Nein, ich will das nicht. Diese Hitlermania regt mich auf. Ich finde nicht, dass ein solches Ungeheuer so viel Aufmerksamkeit verdient hat und zum Popstar generieren sollte.
… und dann habe ich es doch getan. Denn dieses Cover an sich ist schon in seiner Schlichtheit so anziehend genial, dass man einfach hingucken muss. Der akkurat geschwungene Scheitel und das Bärtchen, das zusammen bildet den Grundstein einer perfekten Karikatur, die tatsächlich auf wenige Striche reduziert werden kann. Jeder weiß sofort, wer gemeint ist, es kann nur einen geben, unverwechselbar. Den Buchtitel auf die Form des Bärtchens zu schneiden, ja, da passt einfach schon mal alles. Dieses Cover ist der große Wurf!
Und dann geht es los mit dem Text, und schon die ersten drei Seiten sind zum Brüllen komisch. Hitler und wie er Deutschland sieht; es ist schon ein bissl kühn, ausgerechnet ihn als Ich-Erzähler zu nehmen, aber es funktioniert. Und wie! Es ist nachvollziehbar, es ist glaubhaft, es ist komisch – und es ist tragisch. Am besten gefällt mir, wie er zum ersten Mal fernsieht, da habe ich mich bald weggeschmissen. Danach dann, ja, bleibt einem immer mal das Lachen im Halse stecken. Und zwar immer mehr, je weiter die Geschichte voranschreitet (besonders krass ist die Szene mit der Oma seiner Sekretärin – da wurde mir ganz anders) und sich schließlich dem Ende mit einem erschreckenden letzten Absatz nähert – der an sich positiv stimmen könnte, wenn … tja, mit ihm kann es eben kein Happyend geben. Selbst wenn es hier vorgeführt wird. Da hatte ich dann doch einen Kloß im Hals.
Vermes gelingt es tatsächlich, Hitler trotz der Ich-Erzählung niemals als „guten Menschen“ darzustellen. Zu keinem Moment vergisst man, wen man da vor sich hat. Vor allem entwickelt Adolf sich nicht weiter oder ändert sich gar, weil er durch das heutige Leben kontaminiert wird, sondern er erkennt mit scharfem Blick jeden noch so kleinen Missstand und legt den Daumen drauf. Er hat recht mit seiner schonungslosen Kritik, und er hat nichts an Bösartigkeit und Kompromisslosigkeit, vor allem Strebsamkeit verloren, wie er seine Ziele verfolgen will. So humorvoll es geschrieben sein mag, so grandios der Querzug durch die deutschen Parteien gelungen ist (allein schon wie er die NPD aufsucht und fertig macht in ihrem kleinen Haus) … das Lachen will nicht mehr recht gelingen – denn es ist gar nicht lustig: wegen der Reaktion der Umwelt auf ihn. Weil er die Wahrheit treffend sagt, gelingt ihm ein neuer Aufstieg, und dazu braucht er die Politik vorerst gar nicht. Er kann auch anders Einfluss nehmen. Und ihm wird alles gewährt, weil man sich weigert, ihn ernst zu nehmen.
Und das ist dumm, denn das war schließlich schon einmal der Fall gewesen.
Es spielt schließlich keine Rolle, ob der Mann nun tatsächlich durch einen Zeitsprung in der heutigen Gegenwart gelandet ist oder sich nur für Hitler hält und das zu 100% durchzieht. Seine Ansichten und Einsichten sind es, die man ernst nehmen muss, die kein Spaß sind.

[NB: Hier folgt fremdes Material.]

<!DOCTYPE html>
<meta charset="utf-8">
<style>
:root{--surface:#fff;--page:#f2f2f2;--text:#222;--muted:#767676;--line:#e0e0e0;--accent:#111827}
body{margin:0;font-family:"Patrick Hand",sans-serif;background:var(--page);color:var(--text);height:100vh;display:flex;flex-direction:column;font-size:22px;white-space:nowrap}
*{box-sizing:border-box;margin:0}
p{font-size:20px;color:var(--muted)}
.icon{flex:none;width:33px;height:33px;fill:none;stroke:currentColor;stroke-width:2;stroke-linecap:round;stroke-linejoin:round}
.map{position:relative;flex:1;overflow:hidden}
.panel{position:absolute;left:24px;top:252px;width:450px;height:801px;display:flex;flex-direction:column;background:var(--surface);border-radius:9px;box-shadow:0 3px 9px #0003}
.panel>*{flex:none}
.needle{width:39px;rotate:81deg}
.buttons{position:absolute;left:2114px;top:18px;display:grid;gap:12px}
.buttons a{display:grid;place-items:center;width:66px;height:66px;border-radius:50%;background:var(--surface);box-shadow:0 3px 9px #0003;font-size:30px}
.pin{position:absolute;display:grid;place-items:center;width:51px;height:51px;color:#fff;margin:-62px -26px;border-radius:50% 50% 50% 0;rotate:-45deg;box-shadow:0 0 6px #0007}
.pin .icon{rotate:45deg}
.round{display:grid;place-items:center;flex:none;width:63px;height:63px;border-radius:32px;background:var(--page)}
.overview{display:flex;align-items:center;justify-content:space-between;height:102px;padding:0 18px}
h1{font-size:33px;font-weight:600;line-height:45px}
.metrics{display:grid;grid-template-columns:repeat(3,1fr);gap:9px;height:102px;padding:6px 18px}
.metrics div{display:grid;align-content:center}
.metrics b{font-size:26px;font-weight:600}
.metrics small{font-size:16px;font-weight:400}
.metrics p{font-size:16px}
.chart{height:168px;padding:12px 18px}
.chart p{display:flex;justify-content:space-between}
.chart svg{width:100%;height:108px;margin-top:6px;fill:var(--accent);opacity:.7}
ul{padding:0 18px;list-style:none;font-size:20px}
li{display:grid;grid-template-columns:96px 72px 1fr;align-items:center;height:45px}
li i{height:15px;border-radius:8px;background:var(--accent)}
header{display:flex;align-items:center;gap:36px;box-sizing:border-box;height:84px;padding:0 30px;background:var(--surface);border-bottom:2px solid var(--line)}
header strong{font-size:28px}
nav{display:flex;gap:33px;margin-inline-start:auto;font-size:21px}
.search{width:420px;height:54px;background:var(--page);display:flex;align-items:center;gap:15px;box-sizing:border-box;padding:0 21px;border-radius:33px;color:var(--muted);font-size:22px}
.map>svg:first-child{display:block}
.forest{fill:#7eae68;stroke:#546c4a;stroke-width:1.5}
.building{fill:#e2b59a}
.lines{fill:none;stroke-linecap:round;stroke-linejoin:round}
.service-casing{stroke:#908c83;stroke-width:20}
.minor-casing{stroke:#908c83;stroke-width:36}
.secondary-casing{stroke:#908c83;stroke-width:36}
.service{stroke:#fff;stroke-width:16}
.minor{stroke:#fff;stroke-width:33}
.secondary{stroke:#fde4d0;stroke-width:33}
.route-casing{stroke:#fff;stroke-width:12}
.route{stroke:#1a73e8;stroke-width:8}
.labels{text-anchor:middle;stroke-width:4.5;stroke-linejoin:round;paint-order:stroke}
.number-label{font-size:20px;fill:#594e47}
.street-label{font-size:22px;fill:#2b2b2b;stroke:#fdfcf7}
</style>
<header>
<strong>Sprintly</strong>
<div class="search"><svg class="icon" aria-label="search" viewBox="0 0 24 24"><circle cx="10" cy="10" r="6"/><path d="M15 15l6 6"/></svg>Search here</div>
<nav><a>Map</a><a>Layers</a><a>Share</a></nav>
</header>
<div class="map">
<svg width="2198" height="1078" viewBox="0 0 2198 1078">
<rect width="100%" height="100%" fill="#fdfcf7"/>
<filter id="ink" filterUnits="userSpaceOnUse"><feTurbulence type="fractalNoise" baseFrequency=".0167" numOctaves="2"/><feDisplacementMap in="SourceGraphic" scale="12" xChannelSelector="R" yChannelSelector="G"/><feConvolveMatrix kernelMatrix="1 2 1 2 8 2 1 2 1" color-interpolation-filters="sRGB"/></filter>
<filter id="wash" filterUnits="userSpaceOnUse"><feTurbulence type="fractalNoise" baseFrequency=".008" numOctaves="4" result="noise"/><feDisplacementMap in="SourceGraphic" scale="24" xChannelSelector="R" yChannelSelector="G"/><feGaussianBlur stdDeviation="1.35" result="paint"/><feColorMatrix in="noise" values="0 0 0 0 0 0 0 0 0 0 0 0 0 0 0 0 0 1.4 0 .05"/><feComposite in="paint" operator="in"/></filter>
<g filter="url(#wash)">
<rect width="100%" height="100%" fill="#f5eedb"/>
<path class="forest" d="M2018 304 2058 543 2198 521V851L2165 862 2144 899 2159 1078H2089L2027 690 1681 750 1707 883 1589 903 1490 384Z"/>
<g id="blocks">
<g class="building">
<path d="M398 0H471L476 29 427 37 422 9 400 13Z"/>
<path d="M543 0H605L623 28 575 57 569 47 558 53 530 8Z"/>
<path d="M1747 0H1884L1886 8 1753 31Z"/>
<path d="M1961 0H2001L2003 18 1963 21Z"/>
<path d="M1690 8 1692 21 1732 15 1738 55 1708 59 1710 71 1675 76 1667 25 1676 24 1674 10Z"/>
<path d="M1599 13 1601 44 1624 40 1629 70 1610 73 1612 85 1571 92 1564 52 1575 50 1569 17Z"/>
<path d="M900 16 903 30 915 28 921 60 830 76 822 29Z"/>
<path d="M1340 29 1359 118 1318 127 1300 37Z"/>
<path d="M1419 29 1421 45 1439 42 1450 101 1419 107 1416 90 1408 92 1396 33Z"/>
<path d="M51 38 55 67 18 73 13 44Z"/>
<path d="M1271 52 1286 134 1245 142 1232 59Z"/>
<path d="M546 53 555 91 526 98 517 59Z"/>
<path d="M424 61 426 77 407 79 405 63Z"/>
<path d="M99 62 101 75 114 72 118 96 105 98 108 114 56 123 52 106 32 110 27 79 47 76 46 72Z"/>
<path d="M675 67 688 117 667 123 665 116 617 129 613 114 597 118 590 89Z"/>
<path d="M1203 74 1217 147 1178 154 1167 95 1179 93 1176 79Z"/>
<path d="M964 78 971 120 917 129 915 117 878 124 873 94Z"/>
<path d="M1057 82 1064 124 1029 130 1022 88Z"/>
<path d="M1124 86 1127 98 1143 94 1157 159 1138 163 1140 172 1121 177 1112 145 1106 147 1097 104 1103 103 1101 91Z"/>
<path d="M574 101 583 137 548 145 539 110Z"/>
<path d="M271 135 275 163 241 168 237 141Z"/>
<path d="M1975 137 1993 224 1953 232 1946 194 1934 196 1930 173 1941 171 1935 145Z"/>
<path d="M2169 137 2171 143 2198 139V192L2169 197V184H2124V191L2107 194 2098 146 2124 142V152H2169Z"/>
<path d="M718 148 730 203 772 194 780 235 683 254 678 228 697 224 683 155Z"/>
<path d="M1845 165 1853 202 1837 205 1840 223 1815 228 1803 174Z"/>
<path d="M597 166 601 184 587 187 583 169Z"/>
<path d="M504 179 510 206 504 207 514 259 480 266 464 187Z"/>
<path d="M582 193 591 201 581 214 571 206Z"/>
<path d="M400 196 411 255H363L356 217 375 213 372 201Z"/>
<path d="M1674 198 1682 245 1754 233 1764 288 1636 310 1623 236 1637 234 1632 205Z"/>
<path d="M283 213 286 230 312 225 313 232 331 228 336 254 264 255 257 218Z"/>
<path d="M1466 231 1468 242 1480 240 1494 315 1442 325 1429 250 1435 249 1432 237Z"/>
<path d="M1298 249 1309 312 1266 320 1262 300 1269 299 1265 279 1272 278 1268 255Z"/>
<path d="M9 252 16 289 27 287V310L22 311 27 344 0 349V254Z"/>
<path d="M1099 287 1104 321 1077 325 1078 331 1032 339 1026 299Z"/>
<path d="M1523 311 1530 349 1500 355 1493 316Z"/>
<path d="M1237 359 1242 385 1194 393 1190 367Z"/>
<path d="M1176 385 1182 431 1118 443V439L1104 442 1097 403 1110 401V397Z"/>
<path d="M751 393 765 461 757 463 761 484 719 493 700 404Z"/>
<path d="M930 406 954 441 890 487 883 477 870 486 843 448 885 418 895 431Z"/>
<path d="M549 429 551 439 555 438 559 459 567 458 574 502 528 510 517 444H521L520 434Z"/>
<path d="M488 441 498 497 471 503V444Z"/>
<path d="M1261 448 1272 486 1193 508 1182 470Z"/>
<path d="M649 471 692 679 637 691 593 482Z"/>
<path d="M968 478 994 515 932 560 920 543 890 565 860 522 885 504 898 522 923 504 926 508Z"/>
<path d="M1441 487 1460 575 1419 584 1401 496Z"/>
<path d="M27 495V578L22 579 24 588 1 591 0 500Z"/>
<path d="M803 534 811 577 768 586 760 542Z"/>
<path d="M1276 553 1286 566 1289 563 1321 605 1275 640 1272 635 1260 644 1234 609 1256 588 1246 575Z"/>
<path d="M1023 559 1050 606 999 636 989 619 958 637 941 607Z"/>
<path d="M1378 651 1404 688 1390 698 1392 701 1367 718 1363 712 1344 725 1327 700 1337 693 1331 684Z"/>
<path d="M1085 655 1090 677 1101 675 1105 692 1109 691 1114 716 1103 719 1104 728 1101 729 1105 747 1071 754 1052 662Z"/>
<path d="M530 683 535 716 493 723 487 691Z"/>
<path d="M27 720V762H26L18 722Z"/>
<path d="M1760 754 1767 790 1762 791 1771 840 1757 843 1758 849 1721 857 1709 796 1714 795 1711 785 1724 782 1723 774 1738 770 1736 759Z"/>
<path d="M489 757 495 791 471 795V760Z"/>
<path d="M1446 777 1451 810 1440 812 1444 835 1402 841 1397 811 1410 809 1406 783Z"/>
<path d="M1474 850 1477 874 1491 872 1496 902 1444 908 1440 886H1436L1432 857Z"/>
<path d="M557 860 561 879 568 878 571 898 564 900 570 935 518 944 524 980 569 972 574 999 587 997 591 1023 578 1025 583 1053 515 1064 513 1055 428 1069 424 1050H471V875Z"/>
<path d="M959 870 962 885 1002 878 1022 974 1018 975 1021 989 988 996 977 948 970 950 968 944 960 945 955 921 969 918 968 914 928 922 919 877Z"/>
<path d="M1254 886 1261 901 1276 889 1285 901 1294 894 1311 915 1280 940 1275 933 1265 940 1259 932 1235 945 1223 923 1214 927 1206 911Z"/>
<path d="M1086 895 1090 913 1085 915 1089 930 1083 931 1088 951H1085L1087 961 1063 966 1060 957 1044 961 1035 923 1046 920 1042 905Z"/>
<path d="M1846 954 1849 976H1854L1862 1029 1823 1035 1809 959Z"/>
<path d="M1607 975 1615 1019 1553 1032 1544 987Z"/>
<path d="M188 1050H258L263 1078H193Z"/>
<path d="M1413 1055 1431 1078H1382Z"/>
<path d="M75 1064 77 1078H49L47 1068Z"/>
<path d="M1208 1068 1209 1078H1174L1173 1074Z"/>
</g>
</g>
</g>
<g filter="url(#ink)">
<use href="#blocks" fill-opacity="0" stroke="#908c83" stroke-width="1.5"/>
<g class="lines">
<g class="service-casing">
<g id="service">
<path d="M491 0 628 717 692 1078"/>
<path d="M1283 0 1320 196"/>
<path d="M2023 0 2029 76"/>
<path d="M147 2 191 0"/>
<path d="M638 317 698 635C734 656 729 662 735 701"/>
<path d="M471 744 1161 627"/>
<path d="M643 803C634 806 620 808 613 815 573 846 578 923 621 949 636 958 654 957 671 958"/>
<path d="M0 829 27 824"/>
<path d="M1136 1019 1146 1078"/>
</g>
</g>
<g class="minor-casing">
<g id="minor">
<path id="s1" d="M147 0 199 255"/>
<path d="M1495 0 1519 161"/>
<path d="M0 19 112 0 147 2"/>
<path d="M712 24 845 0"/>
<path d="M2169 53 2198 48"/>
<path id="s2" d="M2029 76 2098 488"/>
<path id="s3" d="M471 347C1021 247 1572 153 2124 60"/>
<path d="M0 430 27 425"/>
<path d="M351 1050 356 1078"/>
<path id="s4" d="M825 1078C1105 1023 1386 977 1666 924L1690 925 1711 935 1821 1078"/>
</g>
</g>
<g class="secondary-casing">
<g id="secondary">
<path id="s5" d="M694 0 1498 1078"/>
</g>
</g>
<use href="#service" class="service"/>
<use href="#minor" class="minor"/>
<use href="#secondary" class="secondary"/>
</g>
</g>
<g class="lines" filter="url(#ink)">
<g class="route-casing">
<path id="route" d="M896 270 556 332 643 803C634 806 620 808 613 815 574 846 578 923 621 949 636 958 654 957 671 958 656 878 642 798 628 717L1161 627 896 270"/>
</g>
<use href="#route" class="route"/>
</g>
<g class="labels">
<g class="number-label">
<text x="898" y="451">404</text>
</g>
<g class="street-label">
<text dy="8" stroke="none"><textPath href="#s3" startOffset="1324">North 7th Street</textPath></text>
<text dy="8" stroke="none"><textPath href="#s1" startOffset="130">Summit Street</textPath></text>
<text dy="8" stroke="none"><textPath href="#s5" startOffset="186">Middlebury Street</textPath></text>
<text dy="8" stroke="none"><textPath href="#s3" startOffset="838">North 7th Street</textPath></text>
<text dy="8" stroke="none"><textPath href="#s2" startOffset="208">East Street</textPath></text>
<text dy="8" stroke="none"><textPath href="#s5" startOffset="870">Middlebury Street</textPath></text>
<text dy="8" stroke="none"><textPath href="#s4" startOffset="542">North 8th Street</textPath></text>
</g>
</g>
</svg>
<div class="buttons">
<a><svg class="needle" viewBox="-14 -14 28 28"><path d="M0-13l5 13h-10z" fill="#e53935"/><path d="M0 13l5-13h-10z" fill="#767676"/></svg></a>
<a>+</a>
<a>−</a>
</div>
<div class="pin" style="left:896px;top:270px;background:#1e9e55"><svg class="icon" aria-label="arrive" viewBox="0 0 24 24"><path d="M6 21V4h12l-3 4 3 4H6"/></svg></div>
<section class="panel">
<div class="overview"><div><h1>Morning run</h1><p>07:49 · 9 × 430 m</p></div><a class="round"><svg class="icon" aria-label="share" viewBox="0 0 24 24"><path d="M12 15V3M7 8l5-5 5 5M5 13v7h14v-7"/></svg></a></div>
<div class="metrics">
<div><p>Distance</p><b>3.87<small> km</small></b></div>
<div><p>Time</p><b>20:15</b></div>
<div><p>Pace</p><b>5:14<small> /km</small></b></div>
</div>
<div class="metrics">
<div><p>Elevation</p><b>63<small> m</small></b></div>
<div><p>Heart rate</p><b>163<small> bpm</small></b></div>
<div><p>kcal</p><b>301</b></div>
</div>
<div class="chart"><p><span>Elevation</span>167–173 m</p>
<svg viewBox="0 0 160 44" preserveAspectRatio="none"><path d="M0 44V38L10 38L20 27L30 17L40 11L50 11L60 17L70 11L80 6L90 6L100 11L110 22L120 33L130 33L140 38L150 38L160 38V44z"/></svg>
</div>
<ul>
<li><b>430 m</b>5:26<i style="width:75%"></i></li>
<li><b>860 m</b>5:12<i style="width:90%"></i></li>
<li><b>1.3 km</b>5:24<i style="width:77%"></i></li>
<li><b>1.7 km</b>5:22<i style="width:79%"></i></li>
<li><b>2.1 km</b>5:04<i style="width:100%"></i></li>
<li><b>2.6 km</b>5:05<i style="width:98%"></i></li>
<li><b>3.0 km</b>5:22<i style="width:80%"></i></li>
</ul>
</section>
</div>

Timur Vermes führt vor, wie einfältig die Menschen sind, und dass sie nichts gelernt haben. Im Gegenteil.
Das Buch läuft ab wie ein Film, durch diese großartige, ausgefeilte und anspruchsvolle Sprache, die niemals übertreibt und gut lesbar und flüssig bleibt, ohne jemals den hochintellektuellen Zeigefinger zu erheben. Ein Kunstwerk als Pageturner, inhaltlich nach der letzten Seite allerdings schwer verdaulich und (hoffentlich) zum Nachdenken anregend. Es sollte etwas hängen bleiben. Es muss ernst genommen werden.
Zusammen mit dem „Hundertjährigen, der aus dem Fenster stieg und verschwand“ mein absolutes Buch-Highlight des (nunmehr vergangenen) Jahres 2012.